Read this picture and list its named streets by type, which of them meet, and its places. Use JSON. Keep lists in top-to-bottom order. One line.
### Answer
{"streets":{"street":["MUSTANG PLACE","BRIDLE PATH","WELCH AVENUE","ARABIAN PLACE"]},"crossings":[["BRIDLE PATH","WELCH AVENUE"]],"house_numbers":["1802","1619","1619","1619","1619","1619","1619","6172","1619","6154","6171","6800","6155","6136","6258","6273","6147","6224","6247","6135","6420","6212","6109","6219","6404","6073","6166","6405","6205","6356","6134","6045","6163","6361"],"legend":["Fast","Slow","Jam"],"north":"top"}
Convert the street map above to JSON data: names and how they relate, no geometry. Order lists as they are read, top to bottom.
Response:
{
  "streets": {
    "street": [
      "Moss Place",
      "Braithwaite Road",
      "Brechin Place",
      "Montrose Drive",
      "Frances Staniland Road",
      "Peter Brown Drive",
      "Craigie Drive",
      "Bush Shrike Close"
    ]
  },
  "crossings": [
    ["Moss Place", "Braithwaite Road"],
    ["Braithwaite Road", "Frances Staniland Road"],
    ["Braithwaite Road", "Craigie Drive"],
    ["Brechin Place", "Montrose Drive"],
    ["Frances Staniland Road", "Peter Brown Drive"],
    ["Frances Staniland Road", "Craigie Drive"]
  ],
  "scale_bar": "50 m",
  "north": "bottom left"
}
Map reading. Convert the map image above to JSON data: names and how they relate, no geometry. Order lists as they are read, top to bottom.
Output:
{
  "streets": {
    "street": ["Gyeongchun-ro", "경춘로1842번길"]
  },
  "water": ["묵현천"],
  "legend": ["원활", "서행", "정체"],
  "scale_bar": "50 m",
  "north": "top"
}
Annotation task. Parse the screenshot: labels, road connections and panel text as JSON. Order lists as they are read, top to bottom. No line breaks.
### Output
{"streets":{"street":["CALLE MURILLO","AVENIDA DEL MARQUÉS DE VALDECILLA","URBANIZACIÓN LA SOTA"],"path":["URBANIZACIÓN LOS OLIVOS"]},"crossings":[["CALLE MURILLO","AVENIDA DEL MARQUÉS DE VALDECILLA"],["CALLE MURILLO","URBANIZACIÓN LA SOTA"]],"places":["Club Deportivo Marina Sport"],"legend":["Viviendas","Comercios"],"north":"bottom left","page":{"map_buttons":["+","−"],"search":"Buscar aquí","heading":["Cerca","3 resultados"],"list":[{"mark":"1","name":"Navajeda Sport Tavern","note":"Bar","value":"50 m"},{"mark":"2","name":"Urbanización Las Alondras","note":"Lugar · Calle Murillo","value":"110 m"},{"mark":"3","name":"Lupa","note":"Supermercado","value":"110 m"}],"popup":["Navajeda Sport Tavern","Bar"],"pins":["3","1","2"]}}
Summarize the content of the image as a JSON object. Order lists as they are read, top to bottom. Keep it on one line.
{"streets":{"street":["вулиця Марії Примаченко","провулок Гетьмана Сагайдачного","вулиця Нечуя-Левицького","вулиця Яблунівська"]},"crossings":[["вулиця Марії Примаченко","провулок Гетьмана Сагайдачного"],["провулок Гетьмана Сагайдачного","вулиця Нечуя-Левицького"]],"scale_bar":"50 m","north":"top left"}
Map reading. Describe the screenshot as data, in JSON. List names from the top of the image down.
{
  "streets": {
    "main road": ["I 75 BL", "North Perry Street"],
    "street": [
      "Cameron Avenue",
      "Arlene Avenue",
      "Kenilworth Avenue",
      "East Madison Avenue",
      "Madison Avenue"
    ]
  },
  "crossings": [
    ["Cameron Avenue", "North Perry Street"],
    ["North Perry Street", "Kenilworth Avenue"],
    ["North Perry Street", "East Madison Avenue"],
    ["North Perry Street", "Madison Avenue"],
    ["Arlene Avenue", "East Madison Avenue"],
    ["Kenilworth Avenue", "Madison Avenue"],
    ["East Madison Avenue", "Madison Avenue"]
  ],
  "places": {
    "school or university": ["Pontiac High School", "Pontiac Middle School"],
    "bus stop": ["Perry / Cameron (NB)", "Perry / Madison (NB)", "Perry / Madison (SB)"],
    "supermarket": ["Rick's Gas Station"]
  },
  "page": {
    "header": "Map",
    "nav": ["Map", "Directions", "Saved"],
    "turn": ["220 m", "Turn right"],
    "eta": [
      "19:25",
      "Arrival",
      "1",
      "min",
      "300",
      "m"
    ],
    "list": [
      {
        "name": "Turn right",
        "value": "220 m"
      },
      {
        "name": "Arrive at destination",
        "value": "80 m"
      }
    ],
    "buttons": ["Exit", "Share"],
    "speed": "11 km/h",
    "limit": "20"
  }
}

--------------------------------

- Try it
Check every line of the entries for the string "above". Give only the number of lines that hold it.

- Output of the task
2